Low-weight full-polarimetric SAR in Drone
Airborne Synthetic Aperture Radar (SAR) sensors have been commonly used during the last decades to monitor different phenomena in medium-scale areas of observation, such as object detection and characterization or topographic mapping. The use of Unmanned Aerial Vehicles (UAVs) is a cost-effective solution that offers higher operational flexibility than airborne systems to monitor these type of scenarios. The Universitat Politècnica de Catalunya (UPC) has developed the first fully polarimetric SAR system at X-band integrated into a small UAV Multicopter Platform (UAV MP). The sensor, called AiRBased REmote Sensing (ARBRES), has been integrated into the platform overcoming restrictions of weight, space, robustness and power consumption. The ARBRES-X SAR system represents an evolution of a previous version developed by the Remote Sensing Laboratory of the UPC  . It is a SAR sensor operating at 9.65 GHz that works with a Stepped Linear Frequency Modulated Continuous Wave (SLFM-CW) signal. The complete system has been designed to be fitted in small UAVs, as is the case of the UAV MP. This has imposed strong constraints in its design in terms of weight, power consumption, compactness and robustness.
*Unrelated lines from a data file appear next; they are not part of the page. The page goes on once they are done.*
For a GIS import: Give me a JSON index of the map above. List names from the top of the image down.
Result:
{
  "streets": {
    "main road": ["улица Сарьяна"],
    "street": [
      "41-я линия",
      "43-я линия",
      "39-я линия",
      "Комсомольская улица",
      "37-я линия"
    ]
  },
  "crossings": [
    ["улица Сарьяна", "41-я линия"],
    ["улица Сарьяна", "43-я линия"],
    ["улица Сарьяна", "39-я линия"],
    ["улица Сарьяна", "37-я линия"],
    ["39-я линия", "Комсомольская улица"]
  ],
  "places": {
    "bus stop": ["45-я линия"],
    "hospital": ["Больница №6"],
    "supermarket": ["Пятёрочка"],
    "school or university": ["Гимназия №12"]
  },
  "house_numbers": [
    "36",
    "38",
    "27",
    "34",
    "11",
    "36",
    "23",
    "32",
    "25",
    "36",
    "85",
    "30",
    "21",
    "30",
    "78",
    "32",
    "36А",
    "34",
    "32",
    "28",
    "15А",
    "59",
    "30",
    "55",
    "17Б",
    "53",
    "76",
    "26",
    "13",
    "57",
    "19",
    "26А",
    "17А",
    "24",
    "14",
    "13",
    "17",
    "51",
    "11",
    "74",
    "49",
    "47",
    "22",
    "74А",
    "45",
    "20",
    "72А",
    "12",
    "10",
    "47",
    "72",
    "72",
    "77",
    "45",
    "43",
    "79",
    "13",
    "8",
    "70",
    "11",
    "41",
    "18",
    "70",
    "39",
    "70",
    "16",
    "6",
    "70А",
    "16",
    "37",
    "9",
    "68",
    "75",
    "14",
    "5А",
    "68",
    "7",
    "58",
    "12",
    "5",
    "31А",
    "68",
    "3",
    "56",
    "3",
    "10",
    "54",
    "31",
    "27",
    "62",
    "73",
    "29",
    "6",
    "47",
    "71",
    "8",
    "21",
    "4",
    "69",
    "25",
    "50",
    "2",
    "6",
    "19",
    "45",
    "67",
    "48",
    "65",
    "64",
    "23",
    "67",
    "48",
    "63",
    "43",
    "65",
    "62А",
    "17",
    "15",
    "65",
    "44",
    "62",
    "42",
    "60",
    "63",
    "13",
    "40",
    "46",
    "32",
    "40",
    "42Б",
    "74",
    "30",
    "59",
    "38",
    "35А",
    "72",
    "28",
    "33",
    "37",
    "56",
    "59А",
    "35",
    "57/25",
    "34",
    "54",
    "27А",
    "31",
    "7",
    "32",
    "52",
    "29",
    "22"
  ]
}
The capability of the UAV MP to execute different types of trajectories are exploited to evaluate the system performance. It has been observed that the defocusing problem in the retrieved images is due to the deviation of the platform from the nominal trajectory and the flight instabilities. To overcome this undesired effect, it has been concluded that the use of a cost-effective, small-size IMU is a non-viable option. This is because of the lack of accuracy of these systems, which has forced us to discard the use of a Motion Compensation technique to focus the image. Alternatively, an autofocus algorithm has been applied to refocus the SLC images, improving its quality for large apertures.
We use two different kind of radar calibrators. On the left, a corner reflector with relative low cross-pol response. On the right, a Polarimetric Active Radar Calibrator (PARC)
The inherent instability of the platform and the insufficient positioning accuracy of the GPS system make it extremely difficult to obtain interferometric results. The autofocus algorithm is well suited to compensate amplitude images, but the problem is not yet efficiently resolved with the phase in long apertures. Because of that, the interferometric measurements have been processed using small apertures, where the flight deviations are less important.